| What needs to be done |
Reproduce word for word the lines from the beginning of the entries to the line with "Annotate this screen: name", both included, but none of the pictures.

(Data excerpts)
== Segment start ==

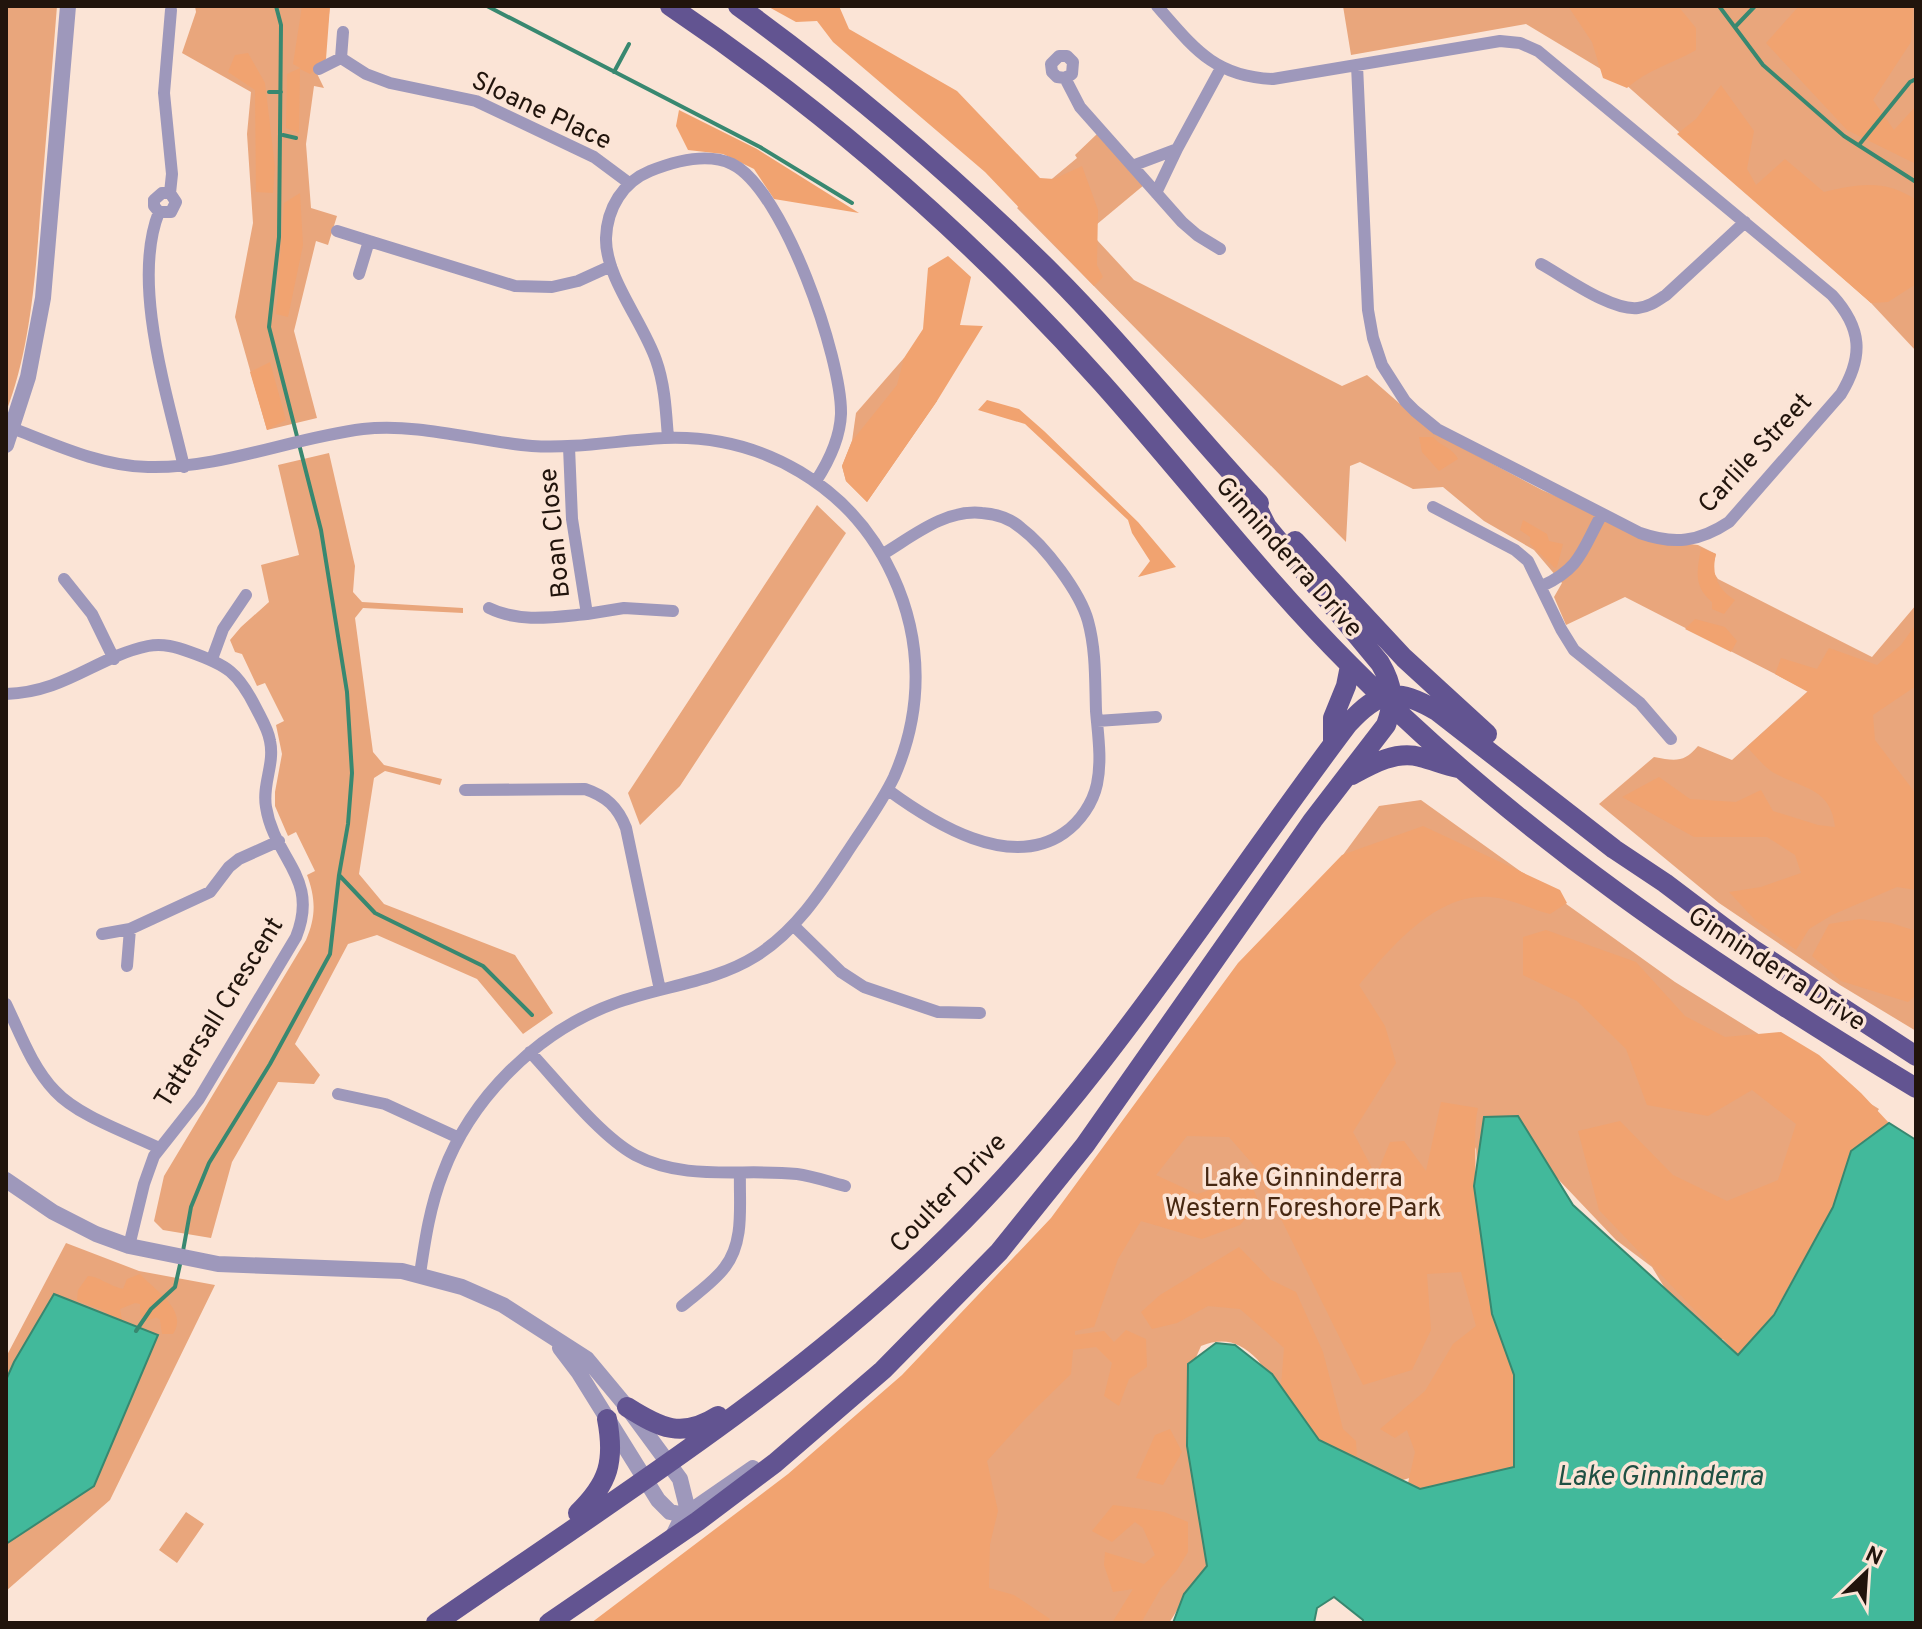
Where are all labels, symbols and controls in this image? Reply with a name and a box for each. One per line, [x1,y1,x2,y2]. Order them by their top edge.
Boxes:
street label: Sloane Place [466,65,616,159]
street label: Carlile Street [1692,387,1820,521]
street label: Boan Close [533,466,579,600]
street label: Ginninderra Drive [1207,471,1369,645]
street label: Ginninderra Drive [1681,900,1871,1040]
street label: Tattersall Crescent [148,912,292,1114]
street label: Coulter Drive [883,1127,1015,1261]
park label: Lake Ginninderra Western Foreshore Park [1165,1163,1441,1226]
water label: Lake Ginninderra [1557,1460,1764,1496]
north arrow [1826,1533,1906,1613]
text: N [1861,1542,1886,1573]

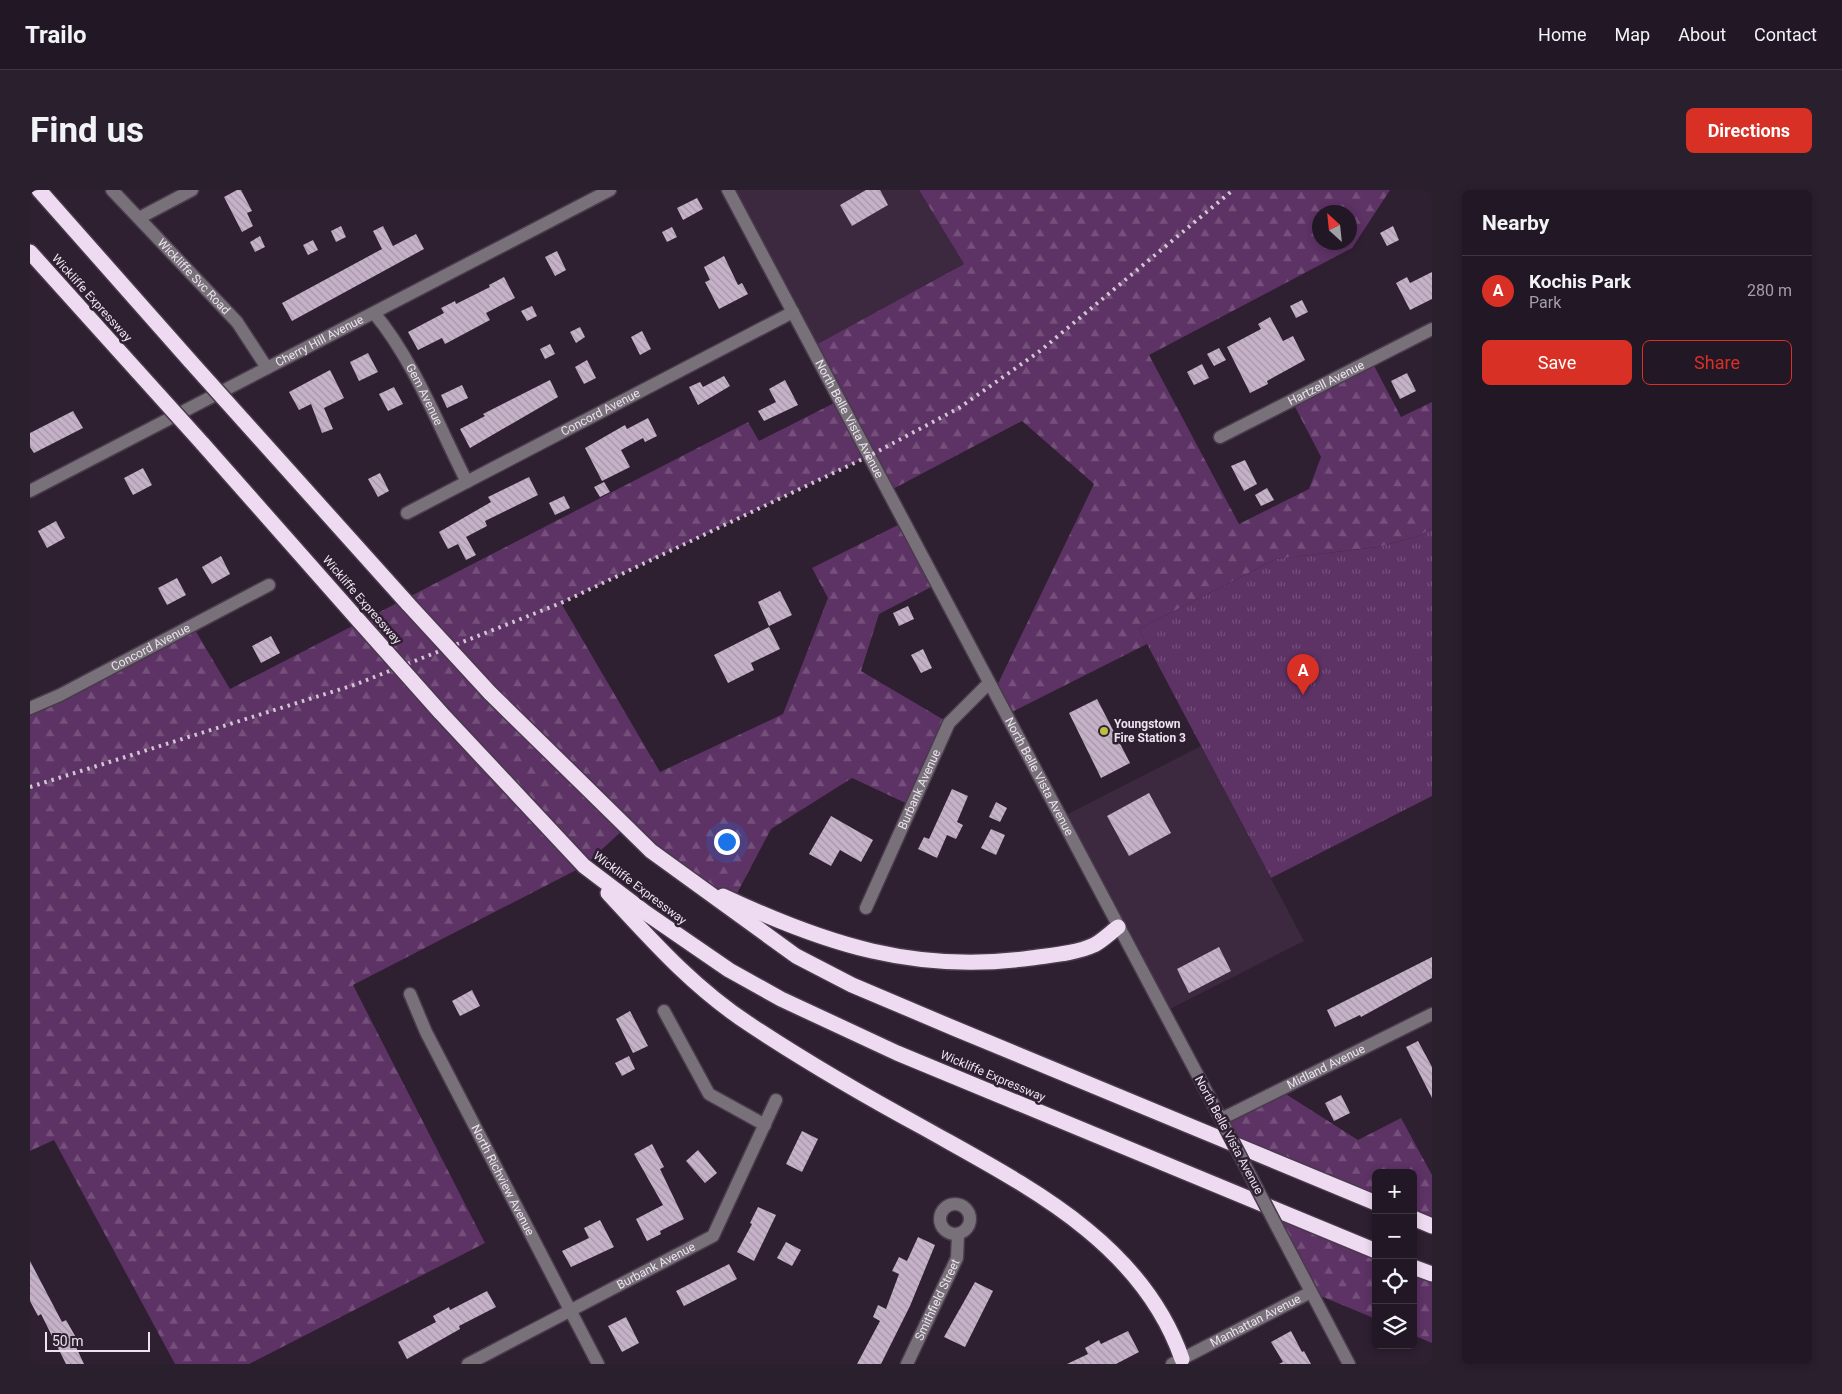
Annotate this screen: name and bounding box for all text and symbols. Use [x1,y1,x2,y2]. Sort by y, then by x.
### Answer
text: Trailo [25,21,87,49]
text: Home [1538,24,1587,45]
text: Map [1615,24,1650,45]
text: About [1678,24,1726,45]
text: Contact [1754,24,1817,45]
button: Directions [1686,108,1812,153]
text: Find us [30,110,144,151]
north arrow [1312,205,1357,250]
text: Nearby [1482,211,1549,235]
street label: Wickliffe Svc Road [155,236,233,317]
street label: Wickliffe Expressway [49,251,135,345]
text: Kochis Park [1529,270,1631,293]
text: A [1493,281,1503,300]
text: 280 m [1747,281,1792,300]
text: Park [1529,293,1561,312]
street label: Cherry Hill Avenue [273,312,366,369]
button: Save [1482,340,1632,385]
button: Share [1642,340,1792,385]
street label: North Belle Vista Avenue [812,357,887,480]
street label: Hartzell Avenue [1286,358,1367,408]
street label: Gem Avenue [403,361,446,428]
street label: Concord Avenue [558,386,642,439]
street label: Wickliffe Expressway [320,553,404,647]
street label: Concord Avenue [109,621,192,674]
pin: A [1287,654,1319,695]
street label: North Belle Vista Avenue [1002,715,1076,838]
place label: Youngstown Fire Station 3 [1114,717,1186,745]
marker: Youngstown Fire Station 3 [1098,725,1110,737]
street label: Burbank Avenue [895,747,943,832]
your location [714,829,740,855]
street label: Wickliffe Expressway [591,849,689,928]
street label: Midland Avenue [1285,1041,1367,1092]
street label: Wickliffe Expressway [938,1048,1048,1105]
street label: North Belle Vista Avenue [1192,1074,1266,1196]
street label: North Richview Avenue [468,1122,537,1238]
map controls [1372,1169,1417,1349]
button: + [1372,1169,1417,1214]
button: − [1372,1214,1417,1259]
street label: Burbank Avenue [614,1240,697,1292]
street label: Smithfield Street [912,1257,963,1343]
button: locate [1372,1259,1417,1304]
street label: Manhattan Avenue [1208,1292,1303,1350]
button: layers [1372,1304,1417,1349]
scale bar [45,1329,150,1352]
text: 50 m [52,1333,84,1349]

== Segment end ==

| Reply to the exercise |
Where are all labels, symbols and controls in this image? Reply with a name and a box for each. One per line, [x1,y1,x2,y2]. Order them by their top edge.
Boxes:
street label: Sloane Place [466,65,616,159]
street label: Carlile Street [1692,387,1820,521]
street label: Boan Close [533,466,579,600]
street label: Ginninderra Drive [1207,471,1369,645]
street label: Ginninderra Drive [1681,900,1871,1040]
street label: Tattersall Crescent [148,912,292,1114]
street label: Coulter Drive [883,1127,1015,1261]
park label: Lake Ginninderra Western Foreshore Park [1165,1163,1441,1226]
water label: Lake Ginninderra [1557,1460,1764,1496]
north arrow [1826,1533,1906,1613]
text: N [1861,1542,1886,1573]

Annotate this screen: name and bounding box for all text and symbols. Use [x1,y1,x2,y2]. Sort by y, then by x.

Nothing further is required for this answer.